Lauder v. Goldhamer

Lauder v Goldhamer (2020 NY Slip Op 01152)
Lauder v Goldhamer
2020 NY Slip Op 01152
Decided on February 19, 2020
Appellate Division, Second Department
Published by New York State Law Reporting Bureau pursuant to Judiciary Law § 431.
This opinion is uncorrected and subject to revision before publication in the Official Reports.


Decided on February 19, 2020 SUPREME COURT OF THE STATE OF NEW YORK Appellate Division, Second Judicial Department
WILLIAM F. MASTRO, J.P.
RUTH C. BALKIN
JOHN M. LEVENTHAL
BETSY BARROS, JJ.

2017-00386
(Index No. 31423/13)

[*1]Cindy Ann Lauder, appellant,

v

Paul B. Goldhamer, etc., et al., respondents.




Karen Winner, New York, NY, for appellant.

Wilson Elser Moskowitz Edelman & Dicker LLP, New York, NY (Paul Karp, Patrick Lawless, Maura A. Stanton, and I. Elie Herman of counsel), for respondents.



DECISION & ORDER

In an action, inter alia, to recover damages for legal malpractice, the plaintiff appeals from a judgment of the Supreme Court, Rockland County (Thomas E. Walsh II, J.), dated December 12, 2016. The judgment, upon an order of the same court dated November 17, 2016, granting the defendants' motion for summary judgment dismissing the complaint, is in favor of the defendants and against the plaintiff dismissing the complaint.

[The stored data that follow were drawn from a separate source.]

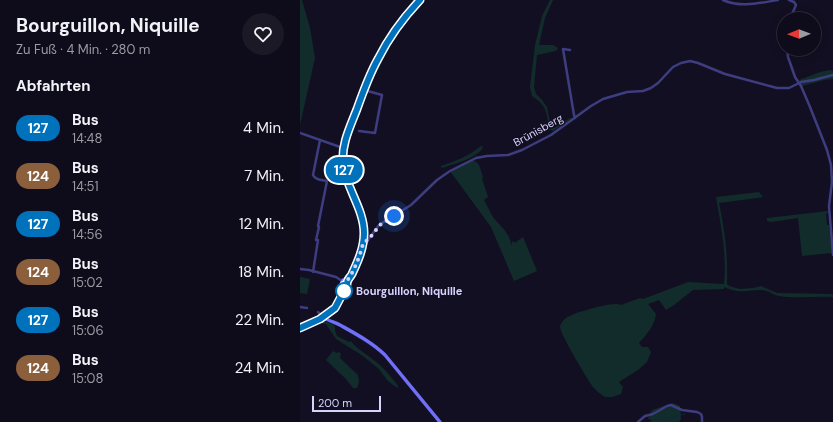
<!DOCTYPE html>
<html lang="de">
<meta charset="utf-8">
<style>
body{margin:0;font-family:"DM Sans",sans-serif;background:#1c1927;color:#f1f3f6;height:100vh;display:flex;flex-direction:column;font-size:15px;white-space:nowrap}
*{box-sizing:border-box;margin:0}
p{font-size:13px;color:#9b9ba2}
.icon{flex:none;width:22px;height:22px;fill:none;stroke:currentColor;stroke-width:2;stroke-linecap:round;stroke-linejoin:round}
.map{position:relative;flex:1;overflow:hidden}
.side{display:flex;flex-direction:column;background:#0e0b1a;width:300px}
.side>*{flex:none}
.badge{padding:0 8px;border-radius:13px;font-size:14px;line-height:26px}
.needle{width:26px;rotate:269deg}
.buttons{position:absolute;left:477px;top:12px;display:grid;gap:8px}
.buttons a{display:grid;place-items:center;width:44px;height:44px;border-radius:50%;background:#0e0b1a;box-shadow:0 2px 10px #0003,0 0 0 1px #2e2b39;font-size:20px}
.scale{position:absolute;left:12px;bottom:10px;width:69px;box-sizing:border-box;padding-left:4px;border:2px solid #d7d3fd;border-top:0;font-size:11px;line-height:14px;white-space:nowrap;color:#d7d3fd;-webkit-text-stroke:3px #120f22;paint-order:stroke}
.you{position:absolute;width:20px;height:20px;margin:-10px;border:3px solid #fff;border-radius:50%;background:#1a73e8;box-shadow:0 0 0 6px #1a73e833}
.map>.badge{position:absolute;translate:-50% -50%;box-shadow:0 0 0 2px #fff}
h2{padding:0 16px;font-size:15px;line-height:36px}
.round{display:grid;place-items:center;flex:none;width:42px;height:42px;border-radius:21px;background:#1c1927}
.headline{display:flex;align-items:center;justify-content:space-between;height:68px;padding:0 16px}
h1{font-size:19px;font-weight:700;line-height:30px}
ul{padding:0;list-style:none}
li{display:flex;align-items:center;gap:12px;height:48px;padding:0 16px}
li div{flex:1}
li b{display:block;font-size:15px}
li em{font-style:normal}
li .badge{min-width:44px;font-weight:700;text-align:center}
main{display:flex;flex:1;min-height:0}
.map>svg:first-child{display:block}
.green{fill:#122c2b}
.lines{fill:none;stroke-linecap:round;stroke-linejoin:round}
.stream{stroke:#102545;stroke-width:1}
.minor{stroke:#3e3d7f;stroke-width:2.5}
.secondary{stroke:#706ff7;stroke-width:3.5}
.line-casing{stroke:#fff;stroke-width:9}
.line{stroke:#0072bc;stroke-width:6}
.walk{stroke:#d7d3fd;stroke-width:4;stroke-dasharray:0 7.2}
.stop-dot{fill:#fff;stroke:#0072bc;stroke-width:2}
.labels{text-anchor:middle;stroke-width:3;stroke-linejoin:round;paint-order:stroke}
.street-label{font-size:11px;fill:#d7d3fd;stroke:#120f22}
.stop-label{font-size:11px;font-weight:bold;fill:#d7d3fd;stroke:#120f22;text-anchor:start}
</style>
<main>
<section class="side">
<div class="headline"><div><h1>Bourguillon, Niquille</h1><p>Zu Fuß · 4 Min. · 280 m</p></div><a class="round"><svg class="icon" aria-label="heart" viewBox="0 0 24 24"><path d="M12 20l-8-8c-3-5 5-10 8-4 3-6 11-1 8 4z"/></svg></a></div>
<h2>Abfahrten</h2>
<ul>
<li><span class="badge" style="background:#0072bc;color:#fff">127</span><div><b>Bus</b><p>14:48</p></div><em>4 Min.</em></li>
<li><span class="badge" style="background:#8b5e3c;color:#fff">124</span><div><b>Bus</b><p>14:51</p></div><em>7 Min.</em></li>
<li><span class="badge" style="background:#0072bc;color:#fff">127</span><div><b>Bus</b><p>14:56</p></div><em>12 Min.</em></li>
<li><span class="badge" style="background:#8b5e3c;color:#fff">124</span><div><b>Bus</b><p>15:02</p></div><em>18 Min.</em></li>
<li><span class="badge" style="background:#0072bc;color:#fff">127</span><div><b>Bus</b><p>15:06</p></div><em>22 Min.</em></li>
<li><span class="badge" style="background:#8b5e3c;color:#fff">124</span><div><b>Bus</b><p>15:08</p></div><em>24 Min.</em></li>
</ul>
</section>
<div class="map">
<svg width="533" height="422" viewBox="0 0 533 422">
<rect width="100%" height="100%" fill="#120f22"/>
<path class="green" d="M0,0H2L10,28L15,58L0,125Z
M250,0H253L245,18L239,45H253L258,48L256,51L237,55L234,87L236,94L242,100L247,107L251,127L254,128L270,118H272L253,131L249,129C246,111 248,107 232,96L230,87L235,45L242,16Z
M530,70L533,71V79L524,80L502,86L499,80L520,72Z
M181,146L183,147C178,158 154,164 142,168L141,167V166C156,161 169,156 181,146Z
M173,160L175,161L179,165L183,177L182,179L188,197L184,200C187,205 190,212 193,217C199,225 211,234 211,245L213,241L216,243V242L223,237L237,271L214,281L191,227L150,171Z
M459,192L463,197L457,198L419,203C425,232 428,255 427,284L429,286L440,289L453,288L461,286L477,293L531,294L533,295V297C515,296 497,299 479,296C473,295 468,290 461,290C448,290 438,294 424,287V289L393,290L374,305L366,310L359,300L348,304L356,314C355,325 346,335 339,343L342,347H348L351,352L347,362L338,370L319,382L323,387L321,394L312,397H305C301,394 296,391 293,387C288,380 260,334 260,327C262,315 281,312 290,309C298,307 314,302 321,305L340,298L343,299L388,282L424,284C427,255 421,226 416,197Z
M528,211V213L526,214L527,225H529L532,253L502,256L498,218L471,222L467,221V218Z
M0,277L10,279L7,294L0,293Z
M22,320L34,325L35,327V331L37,336L49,342L51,341C55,348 74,359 81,366C87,372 93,379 98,386V388L93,385L87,380L79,369L63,356L36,339L26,324H24L22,322L21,323L20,321Z
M33,351L37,353L39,352L41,354L40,358L58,375L59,382L57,388H53L46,379L26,360Z
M373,403L380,406L381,419L379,422H350L352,420L348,419L352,410Z"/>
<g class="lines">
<path class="stream" d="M367,422L370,418L385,414"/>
<path class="minor" d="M423,0C441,8 459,3 478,0
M489,0L494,2L496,5L490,19
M487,49L488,57L495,77L501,86L510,107L527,150L531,165L532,182L529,206L533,255
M270,50L263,49L274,115L275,118
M59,131L75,133L82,95L64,90
M0,133L43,148
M63,243L68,240L79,225L111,205L137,180L150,171L176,158L187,156L208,155L222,150L251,135L291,106L303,99L327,92L343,91L351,88L358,83L373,67L381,63L390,61L398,63L425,74L477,88H489L501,82L514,80L533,75
M0,269L9,270L36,277L42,281
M13,272L18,240H16L19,227L18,226L27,181C22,180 15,180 13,175L20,140
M0,307L7,308
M18,312L23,317
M338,422L345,416L353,414L367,406L371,405L382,410L397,412L401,414L402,417V422"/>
<path class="secondary" d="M47,281L43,280L42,282V284L45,285L47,284V281C52,275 55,267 58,259C76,215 42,196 43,157C43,140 50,125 56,110C63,93 69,76 78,59C88,37 104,18 120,0
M23,317C28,321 35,322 40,325C56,334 73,343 85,355L140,422
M0,328L20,319L35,308L43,291L45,285"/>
</g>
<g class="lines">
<defs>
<path id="line" d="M0,328L20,319L35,308L44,291V285L47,284C47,279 50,278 52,274C58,261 64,248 64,233C64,209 46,188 43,164C41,145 50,127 57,109C63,92 69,75 78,59C89,37 104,17 120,0"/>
</defs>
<use href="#line" class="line-casing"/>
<use href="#line" class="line"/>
<path class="walk" d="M44,291V285L47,284C47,279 50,277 52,273C57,263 61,253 63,243L68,240L80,225L94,216"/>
</g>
<circle class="stop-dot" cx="44" cy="291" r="8"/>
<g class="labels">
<g class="street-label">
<text transform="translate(238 130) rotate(-29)" y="4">Brünisberg</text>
</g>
<g class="stop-label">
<text x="56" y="295">Bourguillon, Niquille</text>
</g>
</g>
</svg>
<div class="buttons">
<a><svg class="needle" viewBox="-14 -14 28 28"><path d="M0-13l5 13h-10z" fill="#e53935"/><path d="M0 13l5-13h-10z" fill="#9b9ba2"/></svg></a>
</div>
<div class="scale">200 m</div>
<div class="you" style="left:94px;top:216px"></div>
<b class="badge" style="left:44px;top:170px;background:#0072bc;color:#fff">127</b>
</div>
</main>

ORDERED that the judgment is reversed, on the law, with costs, the defendants' motion for summary judgment dismissing the complaint is denied, the complaint is reinstated, and the order is modified accordingly.

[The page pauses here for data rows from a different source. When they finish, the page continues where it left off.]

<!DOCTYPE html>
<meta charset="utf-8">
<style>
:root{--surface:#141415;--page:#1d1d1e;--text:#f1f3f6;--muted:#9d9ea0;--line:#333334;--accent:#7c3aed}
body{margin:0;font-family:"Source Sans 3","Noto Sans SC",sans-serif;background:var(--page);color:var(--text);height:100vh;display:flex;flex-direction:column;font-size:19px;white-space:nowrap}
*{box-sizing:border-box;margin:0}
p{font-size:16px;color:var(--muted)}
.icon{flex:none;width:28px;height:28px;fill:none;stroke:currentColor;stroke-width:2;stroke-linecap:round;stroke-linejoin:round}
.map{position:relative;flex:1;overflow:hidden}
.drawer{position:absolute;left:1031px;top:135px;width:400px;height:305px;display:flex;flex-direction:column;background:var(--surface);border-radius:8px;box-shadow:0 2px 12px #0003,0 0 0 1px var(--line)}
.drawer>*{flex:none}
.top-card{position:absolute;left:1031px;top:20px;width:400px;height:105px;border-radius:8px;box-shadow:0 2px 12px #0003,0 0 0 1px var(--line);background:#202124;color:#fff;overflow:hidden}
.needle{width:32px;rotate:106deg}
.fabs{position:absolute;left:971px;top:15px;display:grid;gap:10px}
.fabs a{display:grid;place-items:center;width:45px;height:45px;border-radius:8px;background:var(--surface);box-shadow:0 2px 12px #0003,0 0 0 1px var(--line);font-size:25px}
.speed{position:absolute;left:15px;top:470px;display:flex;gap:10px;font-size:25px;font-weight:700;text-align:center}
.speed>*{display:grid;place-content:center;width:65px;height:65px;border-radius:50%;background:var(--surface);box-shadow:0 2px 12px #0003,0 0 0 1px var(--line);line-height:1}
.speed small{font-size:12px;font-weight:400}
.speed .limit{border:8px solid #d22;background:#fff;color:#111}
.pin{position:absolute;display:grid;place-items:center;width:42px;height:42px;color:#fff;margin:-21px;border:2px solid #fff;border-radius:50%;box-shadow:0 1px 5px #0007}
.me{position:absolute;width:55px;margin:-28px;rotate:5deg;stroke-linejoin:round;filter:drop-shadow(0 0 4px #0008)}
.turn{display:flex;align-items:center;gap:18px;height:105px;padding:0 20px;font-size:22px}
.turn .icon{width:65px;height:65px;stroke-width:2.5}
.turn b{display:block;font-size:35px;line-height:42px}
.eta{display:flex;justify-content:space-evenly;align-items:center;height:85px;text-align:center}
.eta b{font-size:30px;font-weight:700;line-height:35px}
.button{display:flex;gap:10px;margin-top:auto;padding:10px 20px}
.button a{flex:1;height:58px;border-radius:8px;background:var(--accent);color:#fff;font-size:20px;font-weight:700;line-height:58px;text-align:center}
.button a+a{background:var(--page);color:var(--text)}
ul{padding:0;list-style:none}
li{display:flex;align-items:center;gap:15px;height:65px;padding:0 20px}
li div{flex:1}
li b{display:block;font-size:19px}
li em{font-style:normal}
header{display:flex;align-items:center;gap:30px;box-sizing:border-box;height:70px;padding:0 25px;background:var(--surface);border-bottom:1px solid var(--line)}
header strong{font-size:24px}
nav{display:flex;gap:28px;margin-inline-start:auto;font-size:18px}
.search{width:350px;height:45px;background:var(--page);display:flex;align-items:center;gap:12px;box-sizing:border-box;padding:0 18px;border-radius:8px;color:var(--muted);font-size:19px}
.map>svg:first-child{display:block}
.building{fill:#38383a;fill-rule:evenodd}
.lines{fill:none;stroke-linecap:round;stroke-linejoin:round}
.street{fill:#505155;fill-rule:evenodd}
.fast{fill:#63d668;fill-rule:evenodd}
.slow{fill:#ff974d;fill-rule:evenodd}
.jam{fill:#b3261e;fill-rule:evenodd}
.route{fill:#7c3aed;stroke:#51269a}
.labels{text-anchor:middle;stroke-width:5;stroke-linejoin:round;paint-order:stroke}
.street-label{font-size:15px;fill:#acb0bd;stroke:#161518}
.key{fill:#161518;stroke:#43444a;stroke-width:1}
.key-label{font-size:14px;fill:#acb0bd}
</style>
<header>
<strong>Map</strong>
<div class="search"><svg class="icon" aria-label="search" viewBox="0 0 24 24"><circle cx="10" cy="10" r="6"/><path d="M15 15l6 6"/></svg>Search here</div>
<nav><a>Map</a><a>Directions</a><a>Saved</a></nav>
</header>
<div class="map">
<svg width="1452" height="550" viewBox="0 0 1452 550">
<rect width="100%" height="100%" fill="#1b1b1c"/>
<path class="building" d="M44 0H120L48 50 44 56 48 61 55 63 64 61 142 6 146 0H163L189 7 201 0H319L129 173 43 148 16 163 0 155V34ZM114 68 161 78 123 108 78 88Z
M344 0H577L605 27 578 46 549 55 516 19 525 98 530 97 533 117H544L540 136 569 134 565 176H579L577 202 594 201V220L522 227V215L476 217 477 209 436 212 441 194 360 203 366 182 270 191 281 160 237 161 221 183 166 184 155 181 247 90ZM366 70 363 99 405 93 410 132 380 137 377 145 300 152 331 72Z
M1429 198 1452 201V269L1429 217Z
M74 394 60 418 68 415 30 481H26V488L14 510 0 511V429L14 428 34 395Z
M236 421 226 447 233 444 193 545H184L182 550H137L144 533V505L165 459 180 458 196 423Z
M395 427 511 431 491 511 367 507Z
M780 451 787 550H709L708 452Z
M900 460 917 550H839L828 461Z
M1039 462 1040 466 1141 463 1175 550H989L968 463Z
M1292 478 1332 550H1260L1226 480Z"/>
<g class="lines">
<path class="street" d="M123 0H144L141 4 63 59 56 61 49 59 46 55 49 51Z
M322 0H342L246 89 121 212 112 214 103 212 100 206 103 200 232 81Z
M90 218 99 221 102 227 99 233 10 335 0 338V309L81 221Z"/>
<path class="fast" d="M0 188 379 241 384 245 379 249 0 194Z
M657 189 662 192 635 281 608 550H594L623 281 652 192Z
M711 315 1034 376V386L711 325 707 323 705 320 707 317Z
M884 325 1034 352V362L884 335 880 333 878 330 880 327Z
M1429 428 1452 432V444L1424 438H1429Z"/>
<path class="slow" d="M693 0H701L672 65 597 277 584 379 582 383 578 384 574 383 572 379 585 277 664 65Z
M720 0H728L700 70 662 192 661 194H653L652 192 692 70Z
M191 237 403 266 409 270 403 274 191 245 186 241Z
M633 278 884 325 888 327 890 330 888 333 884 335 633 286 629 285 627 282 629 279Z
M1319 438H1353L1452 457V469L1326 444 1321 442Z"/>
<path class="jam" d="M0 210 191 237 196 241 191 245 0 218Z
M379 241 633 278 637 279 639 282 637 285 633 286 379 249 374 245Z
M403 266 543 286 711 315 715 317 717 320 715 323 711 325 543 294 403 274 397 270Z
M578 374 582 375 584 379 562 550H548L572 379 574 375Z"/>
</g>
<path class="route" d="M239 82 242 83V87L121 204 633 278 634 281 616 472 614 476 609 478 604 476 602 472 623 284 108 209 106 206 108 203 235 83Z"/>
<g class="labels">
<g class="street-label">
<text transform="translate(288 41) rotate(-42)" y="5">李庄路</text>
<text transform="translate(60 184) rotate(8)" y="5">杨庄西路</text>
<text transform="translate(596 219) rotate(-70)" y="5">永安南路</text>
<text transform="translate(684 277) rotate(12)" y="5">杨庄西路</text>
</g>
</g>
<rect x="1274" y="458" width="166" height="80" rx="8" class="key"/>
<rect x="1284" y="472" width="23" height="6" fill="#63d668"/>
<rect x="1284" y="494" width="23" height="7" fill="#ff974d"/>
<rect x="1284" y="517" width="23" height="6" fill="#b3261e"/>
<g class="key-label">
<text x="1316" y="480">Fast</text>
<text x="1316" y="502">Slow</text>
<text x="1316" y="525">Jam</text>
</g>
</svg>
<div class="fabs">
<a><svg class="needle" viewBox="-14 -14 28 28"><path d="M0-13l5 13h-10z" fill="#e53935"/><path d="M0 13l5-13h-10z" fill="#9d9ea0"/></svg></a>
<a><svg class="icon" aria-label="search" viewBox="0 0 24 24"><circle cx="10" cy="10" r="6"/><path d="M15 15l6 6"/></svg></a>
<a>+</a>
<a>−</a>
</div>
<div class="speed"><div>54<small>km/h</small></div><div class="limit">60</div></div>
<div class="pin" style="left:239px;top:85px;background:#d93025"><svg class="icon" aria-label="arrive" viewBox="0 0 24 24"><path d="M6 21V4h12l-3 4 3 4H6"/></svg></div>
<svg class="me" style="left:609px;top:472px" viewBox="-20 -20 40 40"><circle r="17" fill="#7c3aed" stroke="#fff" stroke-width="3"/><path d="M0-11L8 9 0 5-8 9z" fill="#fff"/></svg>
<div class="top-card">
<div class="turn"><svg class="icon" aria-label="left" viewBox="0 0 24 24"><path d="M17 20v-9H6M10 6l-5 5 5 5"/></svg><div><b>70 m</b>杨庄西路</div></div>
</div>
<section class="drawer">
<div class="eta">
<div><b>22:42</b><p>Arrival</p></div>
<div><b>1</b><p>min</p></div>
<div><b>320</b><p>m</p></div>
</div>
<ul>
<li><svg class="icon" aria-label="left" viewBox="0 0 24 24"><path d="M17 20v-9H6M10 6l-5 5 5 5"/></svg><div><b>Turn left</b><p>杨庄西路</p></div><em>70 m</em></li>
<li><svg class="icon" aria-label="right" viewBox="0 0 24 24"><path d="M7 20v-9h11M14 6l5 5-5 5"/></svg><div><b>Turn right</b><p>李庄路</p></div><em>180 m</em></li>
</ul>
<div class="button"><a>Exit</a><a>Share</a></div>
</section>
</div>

The plaintiff commenced this action alleging, inter alia, that the defendants committed legal malpractice in the prosecution of an underlying matrimonial action. The plaintiff alleged, among other things, that the defendants' lack of preparation, as well as the misinformation and faulty legal advice they supplied to her, resulted in an unfavorable, binding stipulation of settlement in the underlying action. The defendants moved for summary judgment dismissing the complaint arguing, inter alia, that their actions did not proximately cause the plaintiff damages. The Supreme Court granted the defendants' motion, and the plaintiff appeals.

"In an action to recover damages for legal malpractice, a plaintiff must demonstrate that the attorney failed to exercise the ordinary reasonable skill and knowledge commonly possessed by a member of the legal profession and that the attorney's breach of this duty proximately caused plaintiff to sustain actual and ascertainable damages" (Rudolf v Shayne, Dachs, Stanisci, Corker & Sauer, 8 NY3d 438, 442 [internal quotation marks omitted]; see McCoy v Feinman, 99 NY2d 295, 301-302). In order to be entitled to summary judgment, the movant must make a prima facie showing of entitlement to judgment as a matter of law, tendering sufficient evidence to eliminate any triable issues of fact from the case (see generally Winegrad v New York Univ. Med. Ctr., 64 NY2d 851, 853).

Here, the defendants demonstrated, prima facie, the absence of proximate cause by relying on the plaintiff's on-the-record acquiescence to the terms of the stipulation of settlement in the underlying action. In opposition, the plaintiff raised a triable issue of fact as to whether the [*2]actions of the defendants, in advising her with regard to the stipulation of settlement, proximately caused her damages. Consequently, that branch of the defendants' motion which was for summary judgment dismissing the cause of action to recover damages for legal malpractice should have been denied (see Birnbaum v Misiano, 52 AD3d 632, 634).

Contrary to the Supreme Court's determination, the causes of action alleging breach of fiduciary duty and to set aside the retainer agreement were not duplicative of the legal malpractice cause of action, and should not have been dismissed on that basis (see Postiglione v Castro, 119 AD3d 920, 922). Moreover, with regard to the cause of action to set aside the retainer agreement, the defendants failed to eliminate all triable issues of fact pertaining to the terms of the agreement and whether they, in fact, adhered to it (see Becker v Julien, Blitz & Schlesinger, 66 AD2d 674).

The Supreme Court should have denied that branch of the defendants' motion which was for summary judgment dismissing the cause of action alleging a violation of Judiciary Law § 487, as the defendants failed to eliminate all triable issues of fact regarding "the only liability standard recognized in Judicary Law § 487 . . . of an intent to deceive" (Dupree v Voorhees, 102 AD3d 912, 913).

The defendants' remaining contention is without merit.

MASTRO, J.P., BALKIN, LEVENTHAL and BARROS, JJ., concur.